To do this add outside your Music class functions to pack and unpack the instance.
E.g.
std::ostream& operator<<(std::ostream& out, const Music &in)
{
return out << in.m_name.length() << in.m_name.c_str()
<< in.m_artist.length() << in.m_artist.c_str();
}
std::istream& operator>>(std::istream& is, Music &in)
{
// pseudo code
// read length, read characters of name put into "in"
// read length, read characters of artist put into "in"
}
inside those functions you would convert to the binary format of your choice. A binary file is just data that is interpreted in a raw way and is not really different from a text file which is also is a binary file except one assumes a certain format e.g. readable characters and maybe newline characters.
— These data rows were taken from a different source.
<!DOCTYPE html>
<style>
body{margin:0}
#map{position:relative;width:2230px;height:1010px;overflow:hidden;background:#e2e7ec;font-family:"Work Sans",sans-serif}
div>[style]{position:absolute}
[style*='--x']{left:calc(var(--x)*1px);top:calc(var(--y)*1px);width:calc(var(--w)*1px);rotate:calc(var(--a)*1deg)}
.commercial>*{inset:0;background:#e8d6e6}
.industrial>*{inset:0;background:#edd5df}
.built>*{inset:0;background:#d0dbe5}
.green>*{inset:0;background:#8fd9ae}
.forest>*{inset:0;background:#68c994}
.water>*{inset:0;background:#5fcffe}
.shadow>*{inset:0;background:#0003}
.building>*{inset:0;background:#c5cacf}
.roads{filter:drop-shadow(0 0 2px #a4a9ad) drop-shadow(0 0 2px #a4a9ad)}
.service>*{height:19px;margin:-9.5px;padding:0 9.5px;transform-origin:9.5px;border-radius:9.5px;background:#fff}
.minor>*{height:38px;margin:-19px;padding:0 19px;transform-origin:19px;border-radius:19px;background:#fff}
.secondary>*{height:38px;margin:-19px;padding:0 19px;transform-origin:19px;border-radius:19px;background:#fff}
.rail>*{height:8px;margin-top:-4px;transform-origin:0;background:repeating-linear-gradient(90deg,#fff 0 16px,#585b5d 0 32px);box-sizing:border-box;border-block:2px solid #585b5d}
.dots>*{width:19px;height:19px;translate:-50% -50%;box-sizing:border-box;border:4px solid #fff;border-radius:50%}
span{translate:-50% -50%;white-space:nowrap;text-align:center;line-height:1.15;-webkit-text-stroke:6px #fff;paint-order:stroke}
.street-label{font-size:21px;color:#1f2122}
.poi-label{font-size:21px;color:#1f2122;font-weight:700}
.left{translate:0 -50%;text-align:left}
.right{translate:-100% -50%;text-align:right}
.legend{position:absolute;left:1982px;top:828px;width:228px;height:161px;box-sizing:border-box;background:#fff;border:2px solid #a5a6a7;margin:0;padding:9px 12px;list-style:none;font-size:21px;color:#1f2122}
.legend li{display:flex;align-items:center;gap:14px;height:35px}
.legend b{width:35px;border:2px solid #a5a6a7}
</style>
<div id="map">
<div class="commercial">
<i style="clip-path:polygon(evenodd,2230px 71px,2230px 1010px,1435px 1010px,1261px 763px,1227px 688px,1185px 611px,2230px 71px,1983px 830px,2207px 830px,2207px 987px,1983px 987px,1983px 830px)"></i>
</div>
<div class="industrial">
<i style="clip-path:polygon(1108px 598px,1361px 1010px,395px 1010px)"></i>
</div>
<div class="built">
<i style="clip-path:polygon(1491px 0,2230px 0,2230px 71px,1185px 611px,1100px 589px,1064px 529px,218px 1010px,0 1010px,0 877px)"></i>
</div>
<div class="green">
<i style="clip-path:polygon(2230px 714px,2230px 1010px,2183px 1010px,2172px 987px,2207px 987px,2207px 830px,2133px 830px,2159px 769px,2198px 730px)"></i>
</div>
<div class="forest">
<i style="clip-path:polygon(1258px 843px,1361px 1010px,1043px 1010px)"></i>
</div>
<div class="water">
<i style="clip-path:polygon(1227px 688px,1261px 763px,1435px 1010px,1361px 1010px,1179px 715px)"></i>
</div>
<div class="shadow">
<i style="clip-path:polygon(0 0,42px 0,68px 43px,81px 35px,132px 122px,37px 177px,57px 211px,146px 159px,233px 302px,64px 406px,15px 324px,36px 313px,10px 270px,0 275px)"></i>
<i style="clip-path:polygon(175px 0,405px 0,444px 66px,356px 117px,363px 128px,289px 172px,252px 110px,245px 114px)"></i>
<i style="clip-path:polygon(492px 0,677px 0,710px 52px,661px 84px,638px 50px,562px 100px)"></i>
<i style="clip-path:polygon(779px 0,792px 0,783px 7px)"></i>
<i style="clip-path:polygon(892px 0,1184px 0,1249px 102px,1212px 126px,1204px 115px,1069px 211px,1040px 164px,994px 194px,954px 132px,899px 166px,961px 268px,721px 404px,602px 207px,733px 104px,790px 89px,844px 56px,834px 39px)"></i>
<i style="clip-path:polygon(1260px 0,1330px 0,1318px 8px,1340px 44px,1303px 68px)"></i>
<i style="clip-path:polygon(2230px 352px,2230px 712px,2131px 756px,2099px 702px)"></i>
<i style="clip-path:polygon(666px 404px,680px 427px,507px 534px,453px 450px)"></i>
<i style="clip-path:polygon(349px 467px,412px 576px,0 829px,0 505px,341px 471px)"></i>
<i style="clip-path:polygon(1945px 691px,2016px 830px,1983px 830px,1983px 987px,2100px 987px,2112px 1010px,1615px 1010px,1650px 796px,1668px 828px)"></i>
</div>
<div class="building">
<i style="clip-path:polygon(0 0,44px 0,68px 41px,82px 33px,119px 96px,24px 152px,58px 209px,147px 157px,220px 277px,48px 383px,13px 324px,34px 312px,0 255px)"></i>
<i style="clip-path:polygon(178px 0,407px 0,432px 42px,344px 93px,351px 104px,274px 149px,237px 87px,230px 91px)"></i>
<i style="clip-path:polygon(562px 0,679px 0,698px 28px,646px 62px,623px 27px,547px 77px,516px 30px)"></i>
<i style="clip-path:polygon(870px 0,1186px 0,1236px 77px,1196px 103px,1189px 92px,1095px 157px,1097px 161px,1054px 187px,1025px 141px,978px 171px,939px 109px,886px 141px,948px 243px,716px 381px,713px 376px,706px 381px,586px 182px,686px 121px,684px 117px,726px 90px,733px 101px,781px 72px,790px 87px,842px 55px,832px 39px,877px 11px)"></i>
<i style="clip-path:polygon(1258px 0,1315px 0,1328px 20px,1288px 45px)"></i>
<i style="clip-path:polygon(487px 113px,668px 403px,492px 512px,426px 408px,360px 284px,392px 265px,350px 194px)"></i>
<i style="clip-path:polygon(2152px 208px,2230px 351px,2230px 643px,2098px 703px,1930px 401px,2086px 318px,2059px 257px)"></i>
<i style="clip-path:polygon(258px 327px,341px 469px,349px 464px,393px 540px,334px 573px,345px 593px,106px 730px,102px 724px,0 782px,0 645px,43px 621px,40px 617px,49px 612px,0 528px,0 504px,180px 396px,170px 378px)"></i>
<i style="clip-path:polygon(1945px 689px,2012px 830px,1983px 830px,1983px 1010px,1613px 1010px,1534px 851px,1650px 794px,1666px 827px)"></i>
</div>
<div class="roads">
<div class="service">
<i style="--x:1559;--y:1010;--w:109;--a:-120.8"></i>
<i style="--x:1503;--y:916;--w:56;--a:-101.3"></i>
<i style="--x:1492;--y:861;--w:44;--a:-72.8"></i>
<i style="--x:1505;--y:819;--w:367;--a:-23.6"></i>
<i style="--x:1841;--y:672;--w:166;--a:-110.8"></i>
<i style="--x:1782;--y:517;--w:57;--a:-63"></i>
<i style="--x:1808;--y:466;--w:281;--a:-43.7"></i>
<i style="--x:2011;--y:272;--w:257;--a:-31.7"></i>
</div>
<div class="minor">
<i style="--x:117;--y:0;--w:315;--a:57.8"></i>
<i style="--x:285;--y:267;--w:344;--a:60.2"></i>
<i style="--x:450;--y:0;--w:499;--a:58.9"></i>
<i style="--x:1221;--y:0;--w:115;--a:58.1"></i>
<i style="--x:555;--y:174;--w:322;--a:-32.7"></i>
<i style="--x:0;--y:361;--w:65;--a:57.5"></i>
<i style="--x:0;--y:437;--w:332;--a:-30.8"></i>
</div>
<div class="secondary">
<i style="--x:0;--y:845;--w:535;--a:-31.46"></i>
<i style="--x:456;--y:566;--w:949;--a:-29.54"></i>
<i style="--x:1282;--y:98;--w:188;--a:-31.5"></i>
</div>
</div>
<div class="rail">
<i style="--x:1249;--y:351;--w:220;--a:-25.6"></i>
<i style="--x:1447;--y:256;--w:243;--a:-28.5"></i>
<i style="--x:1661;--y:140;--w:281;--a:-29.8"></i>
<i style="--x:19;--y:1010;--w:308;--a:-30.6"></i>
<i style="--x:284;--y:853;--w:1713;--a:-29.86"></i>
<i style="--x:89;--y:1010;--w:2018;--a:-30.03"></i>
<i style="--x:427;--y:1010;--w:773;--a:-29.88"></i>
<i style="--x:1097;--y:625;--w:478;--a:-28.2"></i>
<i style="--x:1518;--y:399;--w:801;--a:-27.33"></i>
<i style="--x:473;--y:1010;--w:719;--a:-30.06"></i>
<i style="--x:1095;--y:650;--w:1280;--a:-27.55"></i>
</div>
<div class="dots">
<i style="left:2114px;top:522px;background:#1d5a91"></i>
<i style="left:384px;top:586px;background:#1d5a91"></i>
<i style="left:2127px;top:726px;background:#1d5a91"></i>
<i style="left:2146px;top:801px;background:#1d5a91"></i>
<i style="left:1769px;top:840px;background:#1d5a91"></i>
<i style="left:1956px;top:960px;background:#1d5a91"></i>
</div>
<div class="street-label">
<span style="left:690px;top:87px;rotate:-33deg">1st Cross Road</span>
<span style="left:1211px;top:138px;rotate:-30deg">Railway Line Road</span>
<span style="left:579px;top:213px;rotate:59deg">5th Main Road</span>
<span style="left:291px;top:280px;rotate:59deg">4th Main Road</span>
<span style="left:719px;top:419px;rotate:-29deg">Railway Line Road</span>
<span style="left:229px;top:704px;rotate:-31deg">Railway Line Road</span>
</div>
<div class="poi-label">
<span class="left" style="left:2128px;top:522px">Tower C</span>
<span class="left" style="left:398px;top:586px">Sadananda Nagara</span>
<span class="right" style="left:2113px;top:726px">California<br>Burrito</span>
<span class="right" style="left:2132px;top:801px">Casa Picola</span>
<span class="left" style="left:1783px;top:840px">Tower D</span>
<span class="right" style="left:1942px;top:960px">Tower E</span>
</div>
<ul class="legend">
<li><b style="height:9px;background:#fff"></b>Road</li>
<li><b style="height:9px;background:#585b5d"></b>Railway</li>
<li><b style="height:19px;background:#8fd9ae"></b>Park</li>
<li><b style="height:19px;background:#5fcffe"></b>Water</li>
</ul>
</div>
if you want to store in a binary form you need to figure out a way to store enough information so that you can retrieve it later. e.g. if you store a string you can either store the length of the string first then the characters after that or store the string and have a ending \0 at the end so you know when to stop when reading the string.
Upvotes: 1
Reputation: 140
Unfortunately You use strings, which are classes on their own (with dynamically assigned length). If You want to write a whole class, it'd have to be all-constant-size, but even then I wouldn't recommend it.
Add Read and Write methods to the class and read/write each field on it's own.
As a clarification:
You want to change Music like that:
class Music
{
public:
Music(string name = "", string artist = "");
void Write(std::string filename);
void Read(str::string filename);
private:
string m_name;
string m_artist;
};
Then you can open a file in binary mode and write name, then write artist:
size_t len = str.size();
you write the length of the string
file.write(reinterpret_cast<const char*>(&len), sizeof(len));
then write the actual string data:
file.write(str.c_str(), len);
And then You read the same way -> You read the size first, then read that many chars ;)
It would restructure Your code a little bit, but I think it'd be the right way to do this.